Drollinger was named the new “Drag Laureate” just in time for “Pride Month,” which the LGBT community celebrates in June of each year. The 18-month term assures that Drollinger will be around for “Pride Month” in 2024 as well.
City leaders claim that drag is a huge part of the city’s cultural heritage.
“Drag is central to San Francisco’s rich history of self-expression, counterculture, and queer activism,” Supervisor Matt Dorsey said when the program was announced. “Though drag is a now celebrated mainstream art form, we can’t lose sight of our iconic queens who for decades contributed so much to our city’s cultural vibrancy even when it was unsafe to do so. Today, we’re committing to uplifting our next generation of drag queens, ensuring they continue to live and work in the City they call home, and inspiring others to live authentically and proudly.”
Dorsey casually mentions the “next generation of drag queens,” although LGBT advocates claim that grooming does not occur in gay culture.
Does it really matter that drag queens want to read to children in libraries and perform in front of children? Why can’t we just be tolerant, after all? Who is really being hurt?
Consider the opinion of Andrew Sullivan — a cultural commentator and a gay man.

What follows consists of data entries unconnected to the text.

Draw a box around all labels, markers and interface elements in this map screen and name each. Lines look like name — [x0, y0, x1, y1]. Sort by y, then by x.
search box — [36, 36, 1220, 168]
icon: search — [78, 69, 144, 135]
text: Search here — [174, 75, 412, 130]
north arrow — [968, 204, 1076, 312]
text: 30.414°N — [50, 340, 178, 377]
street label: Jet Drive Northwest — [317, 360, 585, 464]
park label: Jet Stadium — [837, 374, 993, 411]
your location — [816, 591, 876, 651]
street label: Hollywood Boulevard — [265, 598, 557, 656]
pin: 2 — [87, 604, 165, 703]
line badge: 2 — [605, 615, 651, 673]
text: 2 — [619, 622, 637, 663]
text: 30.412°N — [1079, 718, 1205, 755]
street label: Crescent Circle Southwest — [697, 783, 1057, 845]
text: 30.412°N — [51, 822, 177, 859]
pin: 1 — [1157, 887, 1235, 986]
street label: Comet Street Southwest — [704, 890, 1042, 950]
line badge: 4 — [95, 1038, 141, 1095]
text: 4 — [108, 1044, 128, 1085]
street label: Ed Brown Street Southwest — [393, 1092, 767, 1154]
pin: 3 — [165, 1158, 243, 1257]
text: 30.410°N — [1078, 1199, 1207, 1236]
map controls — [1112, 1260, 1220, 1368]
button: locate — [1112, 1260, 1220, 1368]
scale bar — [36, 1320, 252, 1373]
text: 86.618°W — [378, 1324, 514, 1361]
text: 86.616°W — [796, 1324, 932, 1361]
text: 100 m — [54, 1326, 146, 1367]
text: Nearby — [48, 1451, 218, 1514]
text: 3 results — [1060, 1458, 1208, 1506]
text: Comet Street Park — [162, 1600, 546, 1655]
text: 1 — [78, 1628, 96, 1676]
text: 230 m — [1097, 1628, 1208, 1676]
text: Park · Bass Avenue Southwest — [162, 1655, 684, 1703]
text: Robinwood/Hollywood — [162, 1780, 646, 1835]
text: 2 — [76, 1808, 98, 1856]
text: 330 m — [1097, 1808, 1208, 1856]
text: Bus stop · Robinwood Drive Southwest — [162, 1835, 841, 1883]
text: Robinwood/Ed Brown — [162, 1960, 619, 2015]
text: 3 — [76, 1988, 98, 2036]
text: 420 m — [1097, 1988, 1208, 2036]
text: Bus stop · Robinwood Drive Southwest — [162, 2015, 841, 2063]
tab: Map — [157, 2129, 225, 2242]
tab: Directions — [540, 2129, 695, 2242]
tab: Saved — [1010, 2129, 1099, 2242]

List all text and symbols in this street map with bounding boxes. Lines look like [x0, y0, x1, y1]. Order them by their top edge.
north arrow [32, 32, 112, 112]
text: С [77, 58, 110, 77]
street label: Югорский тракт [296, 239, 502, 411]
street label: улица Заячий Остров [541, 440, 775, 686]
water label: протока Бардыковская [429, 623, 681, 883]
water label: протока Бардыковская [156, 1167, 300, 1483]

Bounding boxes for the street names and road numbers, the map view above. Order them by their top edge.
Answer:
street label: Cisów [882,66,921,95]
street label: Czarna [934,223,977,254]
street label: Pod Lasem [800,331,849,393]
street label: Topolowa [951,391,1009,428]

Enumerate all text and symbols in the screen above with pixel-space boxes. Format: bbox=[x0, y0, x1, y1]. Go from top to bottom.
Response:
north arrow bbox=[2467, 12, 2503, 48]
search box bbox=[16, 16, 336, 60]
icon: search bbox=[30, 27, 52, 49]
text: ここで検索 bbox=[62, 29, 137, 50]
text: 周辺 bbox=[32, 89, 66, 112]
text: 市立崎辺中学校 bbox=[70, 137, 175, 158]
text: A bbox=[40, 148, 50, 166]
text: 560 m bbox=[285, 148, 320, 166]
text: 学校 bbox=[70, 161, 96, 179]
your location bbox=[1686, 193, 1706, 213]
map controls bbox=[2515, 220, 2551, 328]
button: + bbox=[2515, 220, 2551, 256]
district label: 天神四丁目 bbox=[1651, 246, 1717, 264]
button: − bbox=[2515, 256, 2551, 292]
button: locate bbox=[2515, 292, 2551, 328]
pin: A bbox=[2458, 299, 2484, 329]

At its core, critical queer theorists believe that “there is no such thing as human nature.” Thus, “everything is socially constructed, even the body,” Sullivan explains.
Starting with our youngest, the LGBT movement’s ultimate goal is to “liberate humankind from the prison of gender,” Sullivan notes.
“If they could get into kids’ minds, bodies, and souls from the very beginning of their lives, they could abolish the sex binary from the ground up. And so they got a pliant, woke educational establishment to re-program children from the very start, telling toddlers that every single one of them could be living in the wrong body, before they could even spell,” Sullivan has written.
The LGBT and transgender movements wish to supplant objective reality with subjective fantasy — then call you a bigot when you object.
And that’s where a government created position of “Drag Laureate” comes in. When a government sponsored “Drag Laureate” appears, parents who object can be easily dismissed as intolerant jerks. After all, Drollinger is a government-appointed “laureate” who wants nothing more than to make the city “sparkle.” What type of monster could object to such a thing?
As the new “Drag Laureate,” Drollinger can be expected to show up at events where there are children. Young kids will see a man dressed as a woman who says funny things and is applauded — maybe even loved — for his behavior and choice of attire.
“Maybe people will love me if I do that,” an impressionable child might think to himself.